*Source records*:
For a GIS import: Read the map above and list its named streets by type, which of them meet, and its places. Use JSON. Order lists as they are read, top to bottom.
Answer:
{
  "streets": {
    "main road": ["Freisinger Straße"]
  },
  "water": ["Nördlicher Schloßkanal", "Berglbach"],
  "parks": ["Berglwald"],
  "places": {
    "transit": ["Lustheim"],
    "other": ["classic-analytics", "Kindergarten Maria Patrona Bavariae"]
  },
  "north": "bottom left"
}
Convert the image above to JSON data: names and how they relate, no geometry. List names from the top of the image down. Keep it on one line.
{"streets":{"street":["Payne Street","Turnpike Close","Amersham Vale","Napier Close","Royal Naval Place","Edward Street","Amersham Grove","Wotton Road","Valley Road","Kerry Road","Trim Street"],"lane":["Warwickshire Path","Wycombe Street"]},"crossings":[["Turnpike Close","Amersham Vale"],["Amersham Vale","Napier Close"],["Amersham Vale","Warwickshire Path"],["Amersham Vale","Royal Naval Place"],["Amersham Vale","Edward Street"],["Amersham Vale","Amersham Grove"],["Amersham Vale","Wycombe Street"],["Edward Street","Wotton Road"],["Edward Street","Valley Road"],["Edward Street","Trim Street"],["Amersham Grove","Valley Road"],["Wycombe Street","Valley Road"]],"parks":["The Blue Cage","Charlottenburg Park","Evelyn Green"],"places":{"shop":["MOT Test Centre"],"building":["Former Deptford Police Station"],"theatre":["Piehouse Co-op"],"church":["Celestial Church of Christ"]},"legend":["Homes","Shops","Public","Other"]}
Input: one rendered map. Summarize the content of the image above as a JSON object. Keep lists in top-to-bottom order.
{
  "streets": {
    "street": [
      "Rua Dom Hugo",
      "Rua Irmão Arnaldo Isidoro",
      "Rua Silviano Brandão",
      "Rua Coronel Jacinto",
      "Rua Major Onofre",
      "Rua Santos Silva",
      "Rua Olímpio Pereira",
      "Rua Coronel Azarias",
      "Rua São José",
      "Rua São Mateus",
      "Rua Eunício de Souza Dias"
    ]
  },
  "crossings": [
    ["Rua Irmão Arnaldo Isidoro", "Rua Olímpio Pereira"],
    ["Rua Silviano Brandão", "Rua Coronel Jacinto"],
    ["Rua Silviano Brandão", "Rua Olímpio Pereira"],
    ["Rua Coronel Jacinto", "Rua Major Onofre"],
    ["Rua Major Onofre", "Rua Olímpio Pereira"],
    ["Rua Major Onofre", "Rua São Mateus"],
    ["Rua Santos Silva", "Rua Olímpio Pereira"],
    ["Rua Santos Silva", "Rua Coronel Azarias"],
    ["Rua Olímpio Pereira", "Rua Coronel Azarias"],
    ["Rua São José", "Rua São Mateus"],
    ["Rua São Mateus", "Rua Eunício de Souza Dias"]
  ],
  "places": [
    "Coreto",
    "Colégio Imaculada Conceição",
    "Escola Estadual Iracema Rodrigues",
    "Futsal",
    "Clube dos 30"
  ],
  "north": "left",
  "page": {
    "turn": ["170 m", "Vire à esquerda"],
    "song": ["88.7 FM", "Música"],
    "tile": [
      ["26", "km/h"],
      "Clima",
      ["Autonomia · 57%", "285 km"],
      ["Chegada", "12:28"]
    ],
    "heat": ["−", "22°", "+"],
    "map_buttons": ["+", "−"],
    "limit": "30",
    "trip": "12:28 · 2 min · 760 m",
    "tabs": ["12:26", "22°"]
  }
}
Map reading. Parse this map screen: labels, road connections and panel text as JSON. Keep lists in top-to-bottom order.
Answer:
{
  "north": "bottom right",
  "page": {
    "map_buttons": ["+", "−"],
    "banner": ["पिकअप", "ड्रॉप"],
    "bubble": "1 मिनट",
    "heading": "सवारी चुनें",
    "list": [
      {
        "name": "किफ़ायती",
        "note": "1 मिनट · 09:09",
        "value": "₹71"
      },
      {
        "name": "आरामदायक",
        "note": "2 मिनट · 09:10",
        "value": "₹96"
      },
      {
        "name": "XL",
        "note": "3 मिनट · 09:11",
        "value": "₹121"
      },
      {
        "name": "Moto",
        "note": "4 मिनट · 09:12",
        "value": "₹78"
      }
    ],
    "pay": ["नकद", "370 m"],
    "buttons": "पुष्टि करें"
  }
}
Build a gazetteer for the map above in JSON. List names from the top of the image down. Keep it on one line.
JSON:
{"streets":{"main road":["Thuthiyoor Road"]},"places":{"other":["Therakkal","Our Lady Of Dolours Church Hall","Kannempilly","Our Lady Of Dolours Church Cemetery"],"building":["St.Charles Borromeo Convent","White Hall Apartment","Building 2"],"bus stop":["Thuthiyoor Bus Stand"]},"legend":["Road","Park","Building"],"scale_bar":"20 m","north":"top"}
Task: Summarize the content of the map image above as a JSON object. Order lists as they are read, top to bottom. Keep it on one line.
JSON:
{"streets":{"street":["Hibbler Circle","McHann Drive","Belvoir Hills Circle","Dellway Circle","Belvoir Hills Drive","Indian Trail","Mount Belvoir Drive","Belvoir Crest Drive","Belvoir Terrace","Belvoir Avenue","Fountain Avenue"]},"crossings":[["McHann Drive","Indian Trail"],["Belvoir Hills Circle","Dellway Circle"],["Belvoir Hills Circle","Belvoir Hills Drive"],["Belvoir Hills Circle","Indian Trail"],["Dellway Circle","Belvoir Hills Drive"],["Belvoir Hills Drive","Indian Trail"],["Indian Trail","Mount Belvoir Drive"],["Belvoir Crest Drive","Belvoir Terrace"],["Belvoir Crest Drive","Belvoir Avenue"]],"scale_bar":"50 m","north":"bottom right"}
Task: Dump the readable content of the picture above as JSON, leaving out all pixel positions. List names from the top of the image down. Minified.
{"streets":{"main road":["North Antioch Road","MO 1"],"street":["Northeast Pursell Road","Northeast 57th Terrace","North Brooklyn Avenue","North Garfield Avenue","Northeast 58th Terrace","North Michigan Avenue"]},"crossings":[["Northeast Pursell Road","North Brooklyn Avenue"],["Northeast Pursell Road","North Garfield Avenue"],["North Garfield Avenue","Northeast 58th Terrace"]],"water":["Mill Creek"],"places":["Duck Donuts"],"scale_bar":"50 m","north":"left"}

*What needs to be done*:
The material must be duplicated in full, with each line kept exact.

*Answer to this exercise*:
For a GIS import: Read the map above and list its named streets by type, which of them meet, and its places. Use JSON. Order lists as they are read, top to bottom.
Answer:
{
  "streets": {
    "main road": ["Freisinger Straße"]
  },
  "water": ["Nördlicher Schloßkanal", "Berglbach"],
  "parks": ["Berglwald"],
  "places": {
    "transit": ["Lustheim"],
    "other": ["classic-analytics", "Kindergarten Maria Patrona Bavariae"]
  },
  "north": "bottom left"
}
Convert the image above to JSON data: names and how they relate, no geometry. List names from the top of the image down. Keep it on one line.
{"streets":{"street":["Payne Street","Turnpike Close","Amersham Vale","Napier Close","Royal Naval Place","Edward Street","Amersham Grove","Wotton Road","Valley Road","Kerry Road","Trim Street"],"lane":["Warwickshire Path","Wycombe Street"]},"crossings":[["Turnpike Close","Amersham Vale"],["Amersham Vale","Napier Close"],["Amersham Vale","Warwickshire Path"],["Amersham Vale","Royal Naval Place"],["Amersham Vale","Edward Street"],["Amersham Vale","Amersham Grove"],["Amersham Vale","Wycombe Street"],["Edward Street","Wotton Road"],["Edward Street","Valley Road"],["Edward Street","Trim Street"],["Amersham Grove","Valley Road"],["Wycombe Street","Valley Road"]],"parks":["The Blue Cage","Charlottenburg Park","Evelyn Green"],"places":{"shop":["MOT Test Centre"],"building":["Former Deptford Police Station"],"theatre":["Piehouse Co-op"],"church":["Celestial Church of Christ"]},"legend":["Homes","Shops","Public","Other"]}
Input: one rendered map. Summarize the content of the image above as a JSON object. Keep lists in top-to-bottom order.
{
  "streets": {
    "street": [
      "Rua Dom Hugo",
      "Rua Irmão Arnaldo Isidoro",
      "Rua Silviano Brandão",
      "Rua Coronel Jacinto",
      "Rua Major Onofre",
      "Rua Santos Silva",
      "Rua Olímpio Pereira",
      "Rua Coronel Azarias",
      "Rua São José",
      "Rua São Mateus",
      "Rua Eunício de Souza Dias"
    ]
  },
  "crossings": [
    ["Rua Irmão Arnaldo Isidoro", "Rua Olímpio Pereira"],
    ["Rua Silviano Brandão", "Rua Coronel Jacinto"],
    ["Rua Silviano Brandão", "Rua Olímpio Pereira"],
    ["Rua Coronel Jacinto", "Rua Major Onofre"],
    ["Rua Major Onofre", "Rua Olímpio Pereira"],
    ["Rua Major Onofre", "Rua São Mateus"],
    ["Rua Santos Silva", "Rua Olímpio Pereira"],
    ["Rua Santos Silva", "Rua Coronel Azarias"],
    ["Rua Olímpio Pereira", "Rua Coronel Azarias"],
    ["Rua São José", "Rua São Mateus"],
    ["Rua São Mateus", "Rua Eunício de Souza Dias"]
  ],
  "places": [
    "Coreto",
    "Colégio Imaculada Conceição",
    "Escola Estadual Iracema Rodrigues",
    "Futsal",
    "Clube dos 30"
  ],
  "north": "left",
  "page": {
    "turn": ["170 m", "Vire à esquerda"],
    "song": ["88.7 FM", "Música"],
    "tile": [
      ["26", "km/h"],
      "Clima",
      ["Autonomia · 57%", "285 km"],
      ["Chegada", "12:28"]
    ],
    "heat": ["−", "22°", "+"],
    "map_buttons": ["+", "−"],
    "limit": "30",
    "trip": "12:28 · 2 min · 760 m",
    "tabs": ["12:26", "22°"]
  }
}
Map reading. Parse this map screen: labels, road connections and panel text as JSON. Keep lists in top-to-bottom order.
Answer:
{
  "north": "bottom right",
  "page": {
    "map_buttons": ["+", "−"],
    "banner": ["पिकअप", "ड्रॉप"],
    "bubble": "1 मिनट",
    "heading": "सवारी चुनें",
    "list": [
      {
        "name": "किफ़ायती",
        "note": "1 मिनट · 09:09",
        "value": "₹71"
      },
      {
        "name": "आरामदायक",
        "note": "2 मिनट · 09:10",
        "value": "₹96"
      },
      {
        "name": "XL",
        "note": "3 मिनट · 09:11",
        "value": "₹121"
      },
      {
        "name": "Moto",
        "note": "4 मिनट · 09:12",
        "value": "₹78"
      }
    ],
    "pay": ["नकद", "370 m"],
    "buttons": "पुष्टि करें"
  }
}
Build a gazetteer for the map above in JSON. List names from the top of the image down. Keep it on one line.
JSON:
{"streets":{"main road":["Thuthiyoor Road"]},"places":{"other":["Therakkal","Our Lady Of Dolours Church Hall","Kannempilly","Our Lady Of Dolours Church Cemetery"],"building":["St.Charles Borromeo Convent","White Hall Apartment","Building 2"],"bus stop":["Thuthiyoor Bus Stand"]},"legend":["Road","Park","Building"],"scale_bar":"20 m","north":"top"}
Task: Summarize the content of the map image above as a JSON object. Order lists as they are read, top to bottom. Keep it on one line.
JSON:
{"streets":{"street":["Hibbler Circle","McHann Drive","Belvoir Hills Circle","Dellway Circle","Belvoir Hills Drive","Indian Trail","Mount Belvoir Drive","Belvoir Crest Drive","Belvoir Terrace","Belvoir Avenue","Fountain Avenue"]},"crossings":[["McHann Drive","Indian Trail"],["Belvoir Hills Circle","Dellway Circle"],["Belvoir Hills Circle","Belvoir Hills Drive"],["Belvoir Hills Circle","Indian Trail"],["Dellway Circle","Belvoir Hills Drive"],["Belvoir Hills Drive","Indian Trail"],["Indian Trail","Mount Belvoir Drive"],["Belvoir Crest Drive","Belvoir Terrace"],["Belvoir Crest Drive","Belvoir Avenue"]],"scale_bar":"50 m","north":"bottom right"}
Task: Dump the readable content of the picture above as JSON, leaving out all pixel positions. List names from the top of the image down. Minified.
{"streets":{"main road":["North Antioch Road","MO 1"],"street":["Northeast Pursell Road","Northeast 57th Terrace","North Brooklyn Avenue","North Garfield Avenue","Northeast 58th Terrace","North Michigan Avenue"]},"crossings":[["Northeast Pursell Road","North Brooklyn Avenue"],["Northeast Pursell Road","North Garfield Avenue"],["North Garfield Avenue","Northeast 58th Terrace"]],"water":["Mill Creek"],"places":["Duck Donuts"],"scale_bar":"50 m","north":"left"}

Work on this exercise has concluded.